=== Collection entries ===
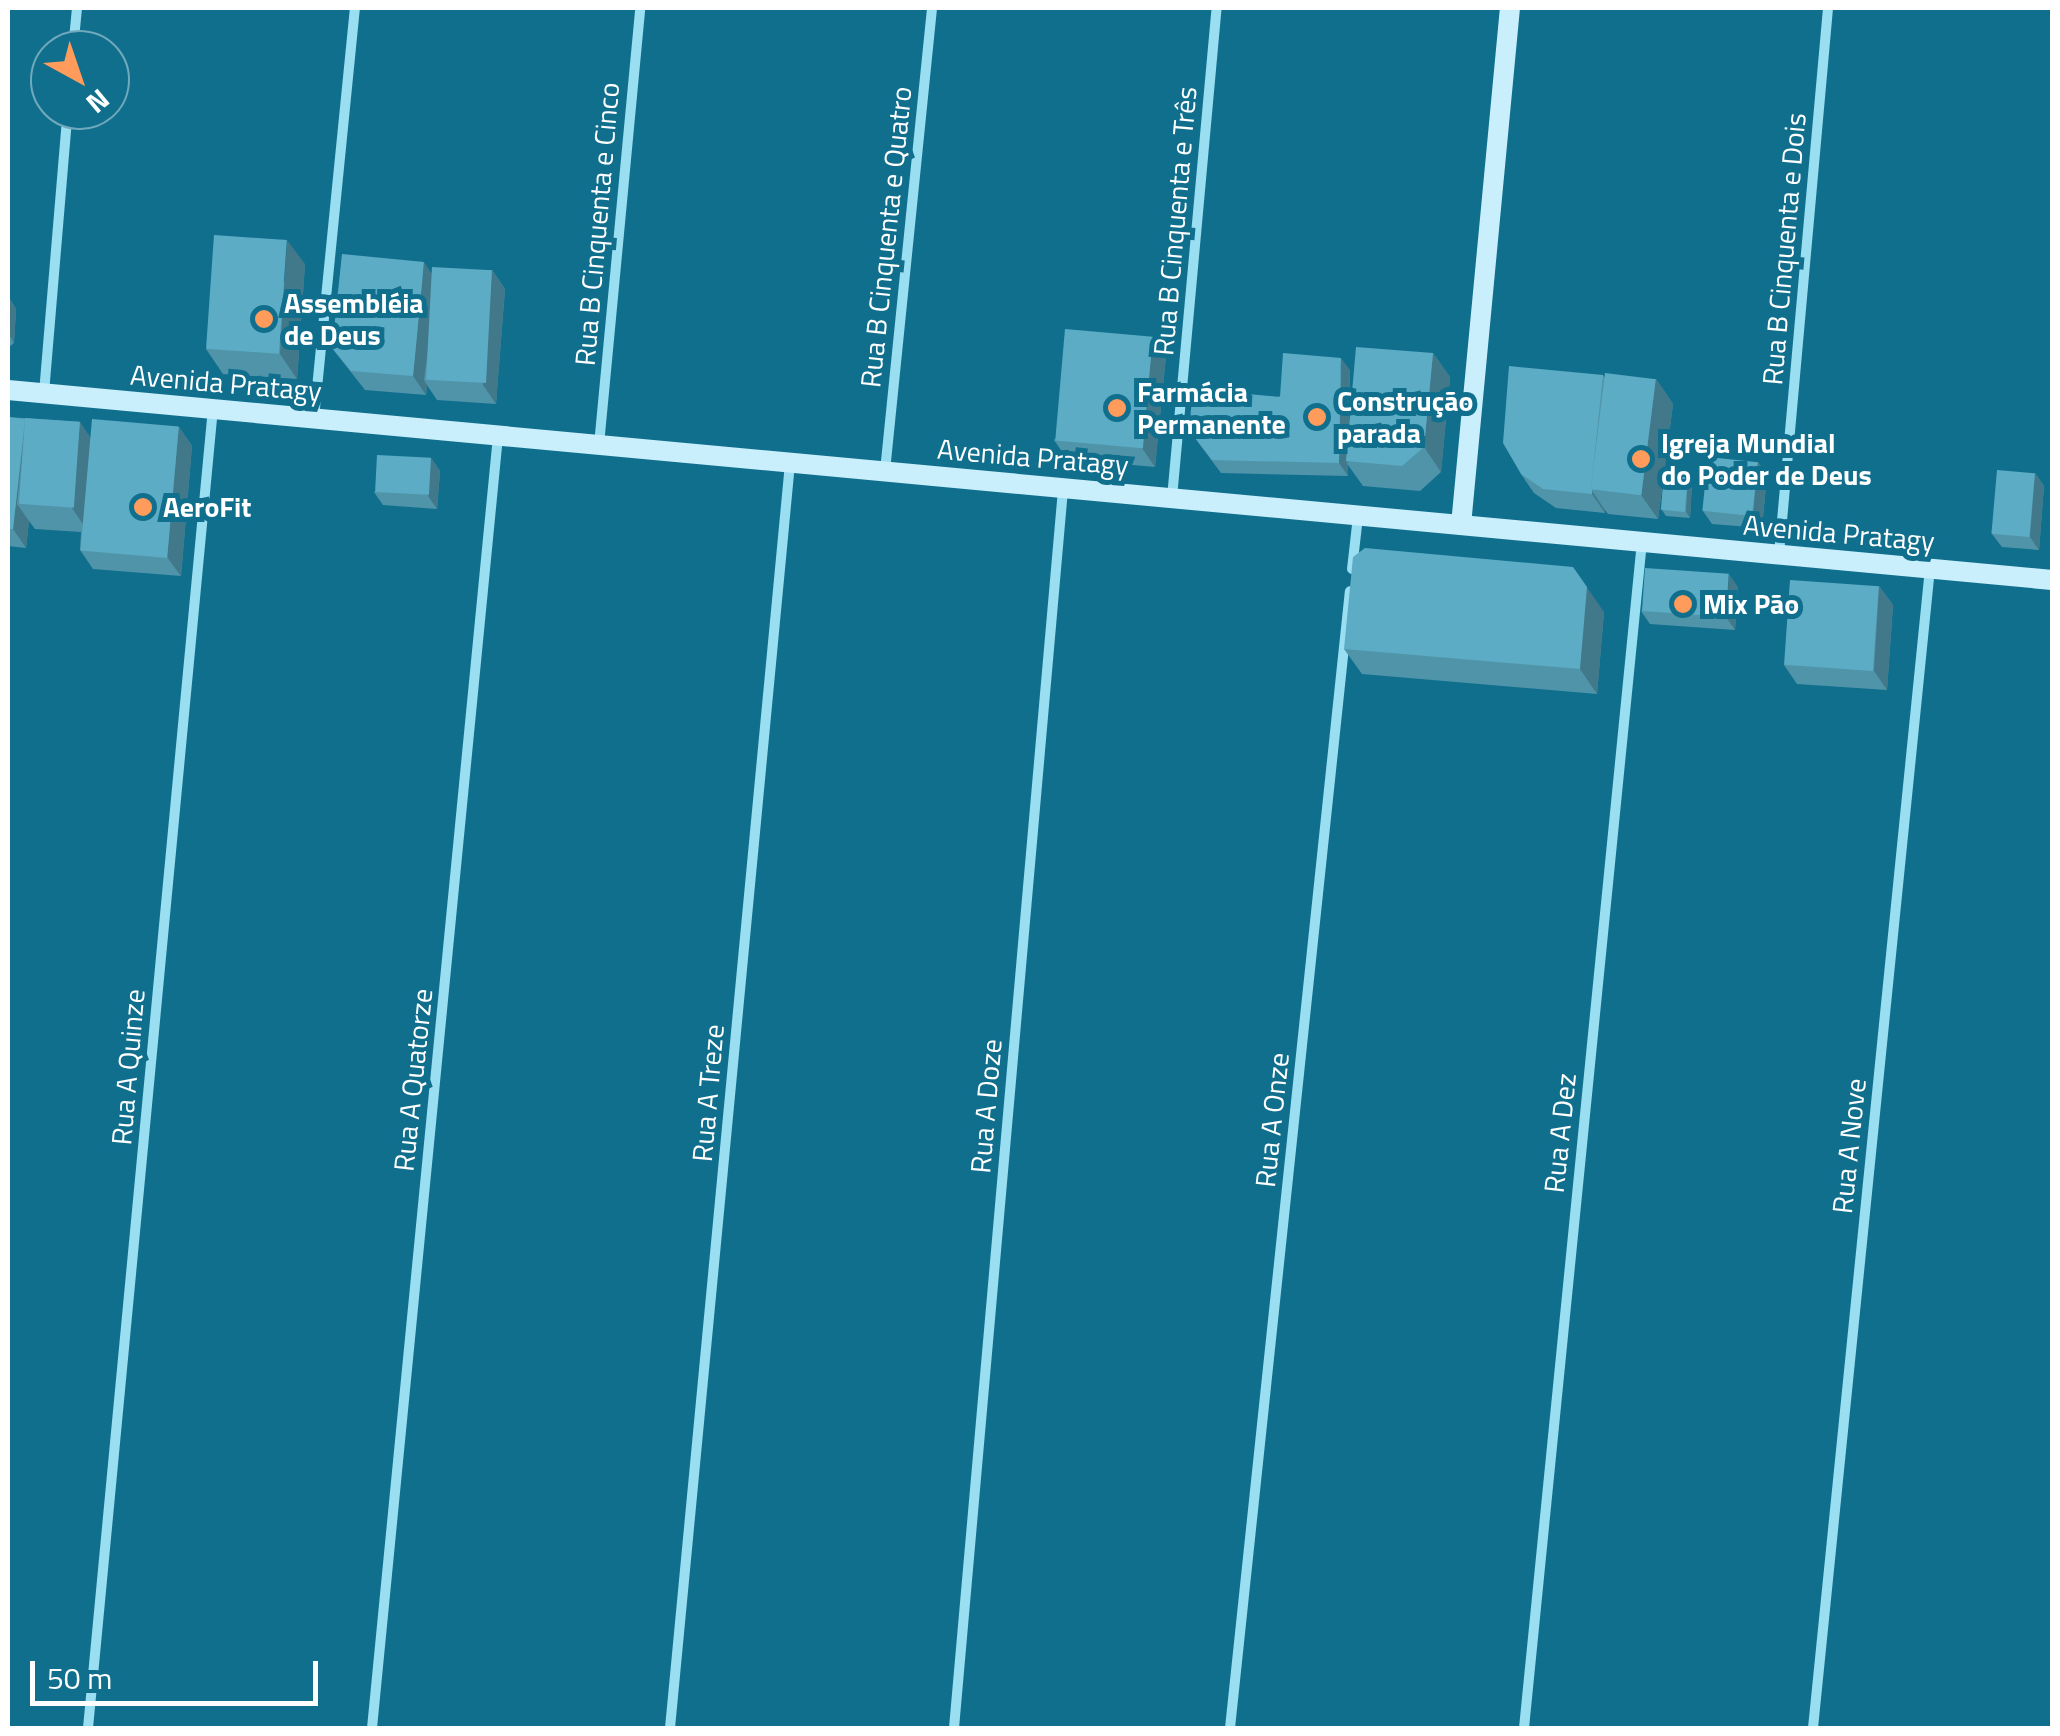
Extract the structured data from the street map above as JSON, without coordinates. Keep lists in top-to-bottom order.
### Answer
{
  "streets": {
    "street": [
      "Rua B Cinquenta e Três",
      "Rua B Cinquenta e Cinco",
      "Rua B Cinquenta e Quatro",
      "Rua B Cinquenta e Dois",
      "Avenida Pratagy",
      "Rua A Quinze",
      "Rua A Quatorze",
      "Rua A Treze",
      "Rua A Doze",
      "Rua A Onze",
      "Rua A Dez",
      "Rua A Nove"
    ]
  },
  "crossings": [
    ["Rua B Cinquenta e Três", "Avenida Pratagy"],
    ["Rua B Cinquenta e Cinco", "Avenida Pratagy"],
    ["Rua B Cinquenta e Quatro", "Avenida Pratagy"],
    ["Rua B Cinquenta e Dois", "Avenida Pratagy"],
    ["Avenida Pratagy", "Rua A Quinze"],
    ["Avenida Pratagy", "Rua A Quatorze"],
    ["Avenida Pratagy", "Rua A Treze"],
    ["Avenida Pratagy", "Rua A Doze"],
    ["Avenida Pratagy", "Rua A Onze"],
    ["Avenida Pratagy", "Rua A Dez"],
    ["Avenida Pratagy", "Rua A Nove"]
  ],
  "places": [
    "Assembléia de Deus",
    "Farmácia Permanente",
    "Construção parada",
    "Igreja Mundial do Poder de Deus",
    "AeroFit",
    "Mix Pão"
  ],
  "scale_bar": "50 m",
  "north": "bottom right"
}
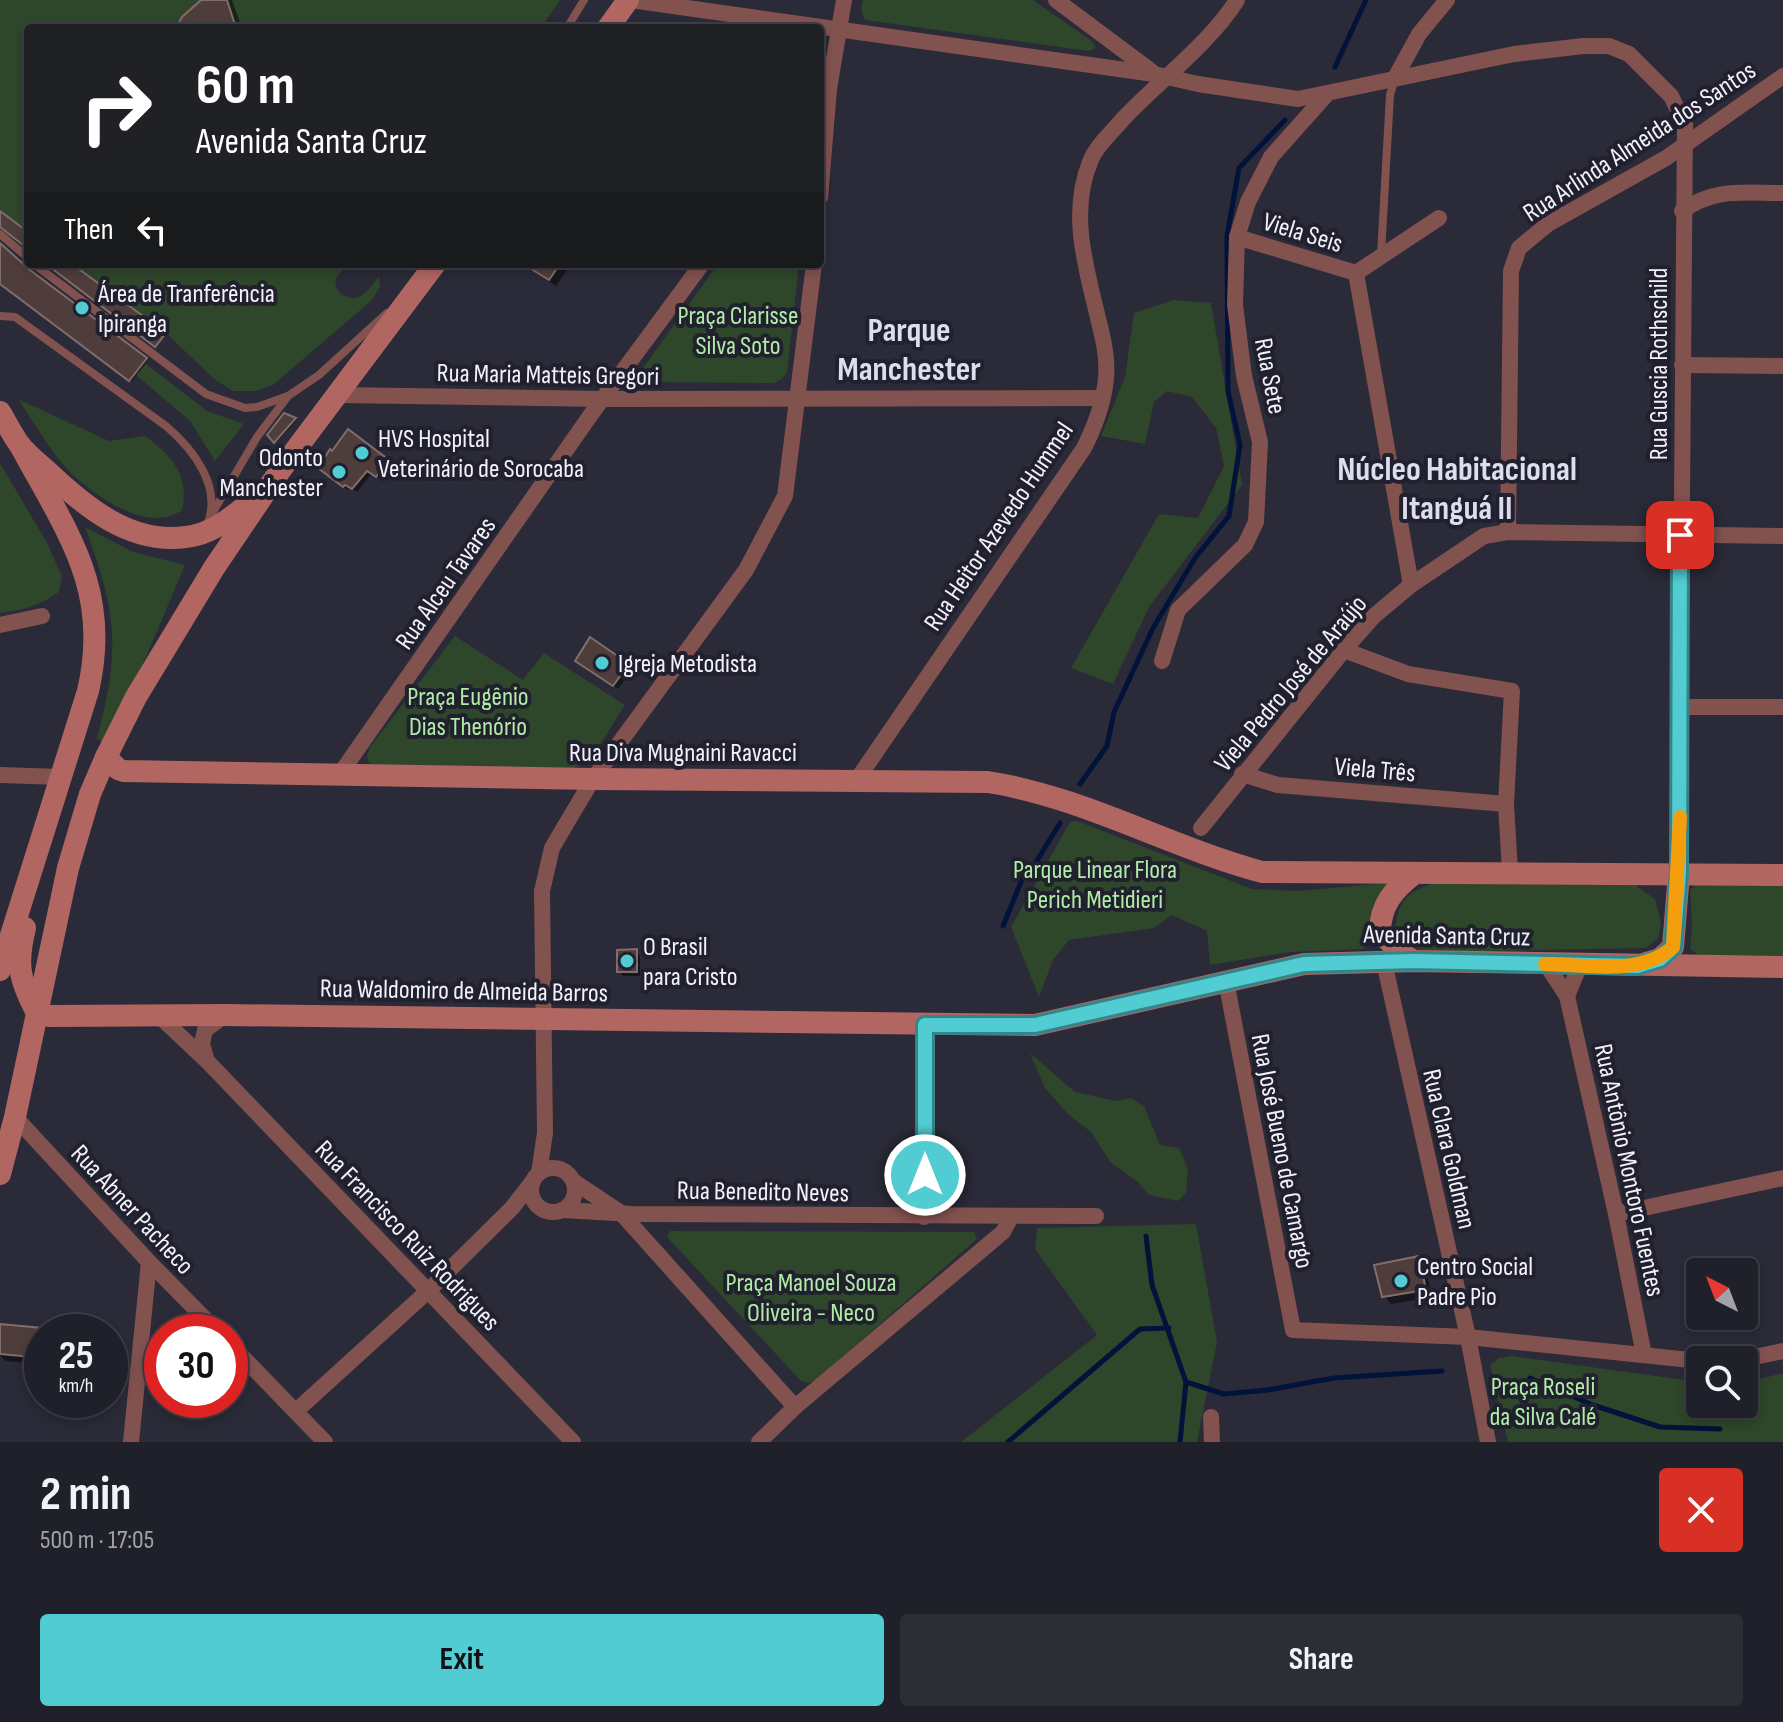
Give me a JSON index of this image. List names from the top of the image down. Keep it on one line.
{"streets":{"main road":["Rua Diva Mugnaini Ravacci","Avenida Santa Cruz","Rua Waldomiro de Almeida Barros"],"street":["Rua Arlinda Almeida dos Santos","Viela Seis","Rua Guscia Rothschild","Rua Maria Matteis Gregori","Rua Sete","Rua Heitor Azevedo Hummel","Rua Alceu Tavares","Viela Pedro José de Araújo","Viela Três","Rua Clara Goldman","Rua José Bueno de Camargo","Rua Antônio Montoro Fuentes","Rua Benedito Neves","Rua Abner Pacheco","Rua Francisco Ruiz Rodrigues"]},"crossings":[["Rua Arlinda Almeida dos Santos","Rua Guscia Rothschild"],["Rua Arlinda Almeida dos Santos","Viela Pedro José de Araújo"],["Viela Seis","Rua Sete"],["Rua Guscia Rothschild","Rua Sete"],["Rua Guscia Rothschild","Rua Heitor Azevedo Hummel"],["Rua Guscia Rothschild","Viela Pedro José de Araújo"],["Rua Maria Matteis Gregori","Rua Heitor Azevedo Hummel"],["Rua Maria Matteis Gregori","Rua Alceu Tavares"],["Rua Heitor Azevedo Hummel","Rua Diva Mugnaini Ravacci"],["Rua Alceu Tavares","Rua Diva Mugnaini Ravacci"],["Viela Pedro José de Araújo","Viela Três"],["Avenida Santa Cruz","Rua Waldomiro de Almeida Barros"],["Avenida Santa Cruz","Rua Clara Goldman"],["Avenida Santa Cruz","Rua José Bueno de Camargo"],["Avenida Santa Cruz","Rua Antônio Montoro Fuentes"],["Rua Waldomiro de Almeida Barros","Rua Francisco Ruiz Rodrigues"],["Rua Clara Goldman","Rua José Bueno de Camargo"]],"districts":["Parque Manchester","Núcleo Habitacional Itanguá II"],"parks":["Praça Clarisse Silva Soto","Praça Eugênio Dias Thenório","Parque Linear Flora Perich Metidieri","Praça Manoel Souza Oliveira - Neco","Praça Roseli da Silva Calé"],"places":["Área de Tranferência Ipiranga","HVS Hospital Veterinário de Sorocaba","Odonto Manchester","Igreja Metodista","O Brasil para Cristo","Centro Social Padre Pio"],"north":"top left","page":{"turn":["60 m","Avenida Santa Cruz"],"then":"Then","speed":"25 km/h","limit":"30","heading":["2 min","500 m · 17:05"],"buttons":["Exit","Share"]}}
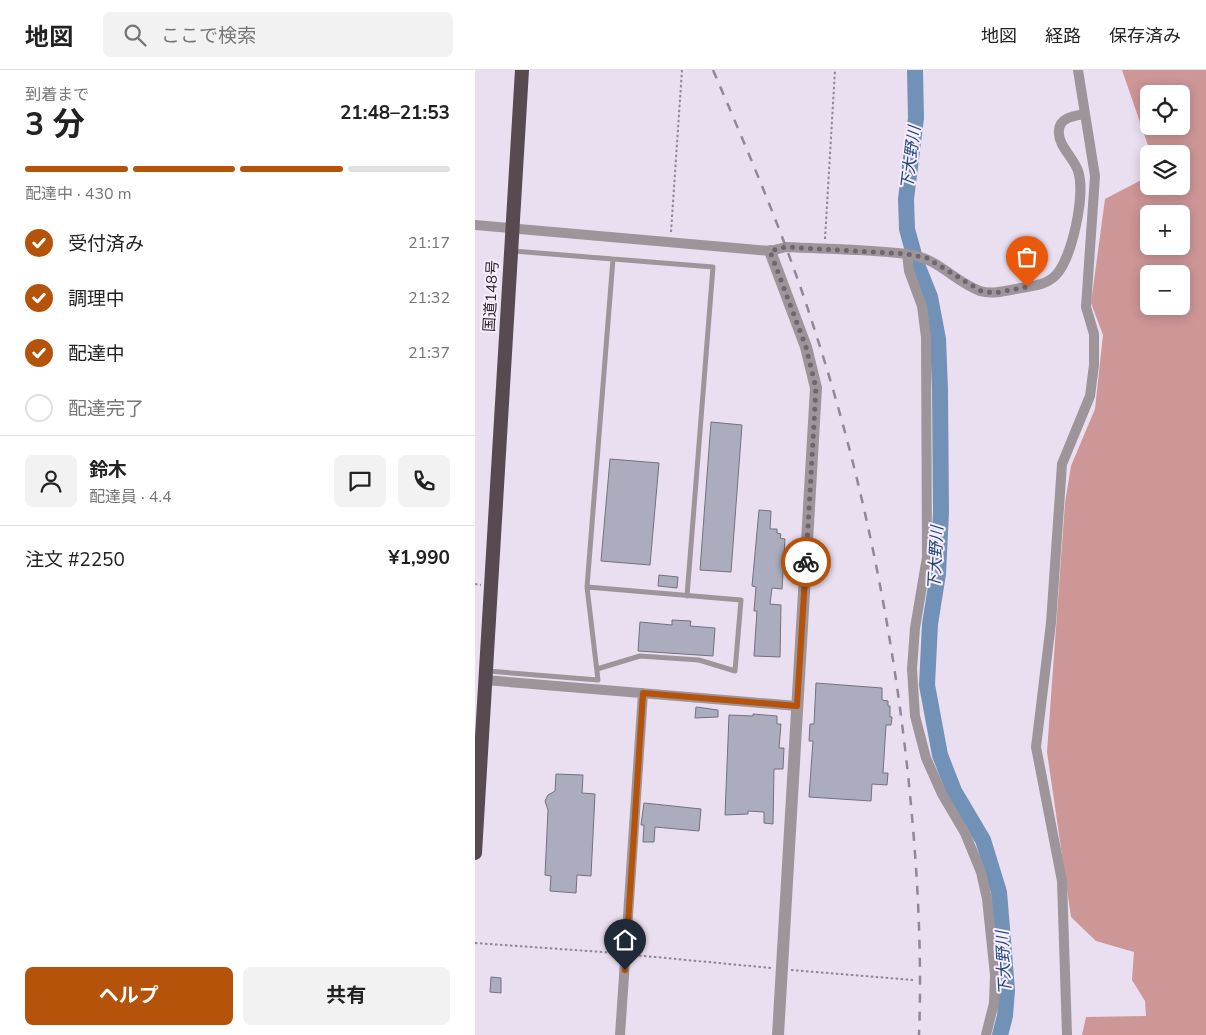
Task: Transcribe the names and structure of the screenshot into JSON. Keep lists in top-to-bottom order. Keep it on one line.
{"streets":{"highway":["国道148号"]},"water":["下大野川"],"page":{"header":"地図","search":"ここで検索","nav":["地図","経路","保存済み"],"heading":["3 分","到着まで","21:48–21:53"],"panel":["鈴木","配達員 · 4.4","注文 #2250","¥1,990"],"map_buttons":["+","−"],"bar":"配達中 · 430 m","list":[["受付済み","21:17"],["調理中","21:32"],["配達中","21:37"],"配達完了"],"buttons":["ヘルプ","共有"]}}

=== Work instructions ===
The answer is the line containing "Task: Transcribe the" together with every line after it in the records, repeated exactly and with nothing else.

=== Task answer ===
Task: Transcribe the names and structure of the screenshot into JSON. Keep lists in top-to-bottom order. Keep it on one line.
{"streets":{"highway":["国道148号"]},"water":["下大野川"],"page":{"header":"地図","search":"ここで検索","nav":["地図","経路","保存済み"],"heading":["3 分","到着まで","21:48–21:53"],"panel":["鈴木","配達員 · 4.4","注文 #2250","¥1,990"],"map_buttons":["+","−"],"bar":"配達中 · 430 m","list":[["受付済み","21:17"],["調理中","21:32"],["配達中","21:37"],"配達完了"],"buttons":["ヘルプ","共有"]}}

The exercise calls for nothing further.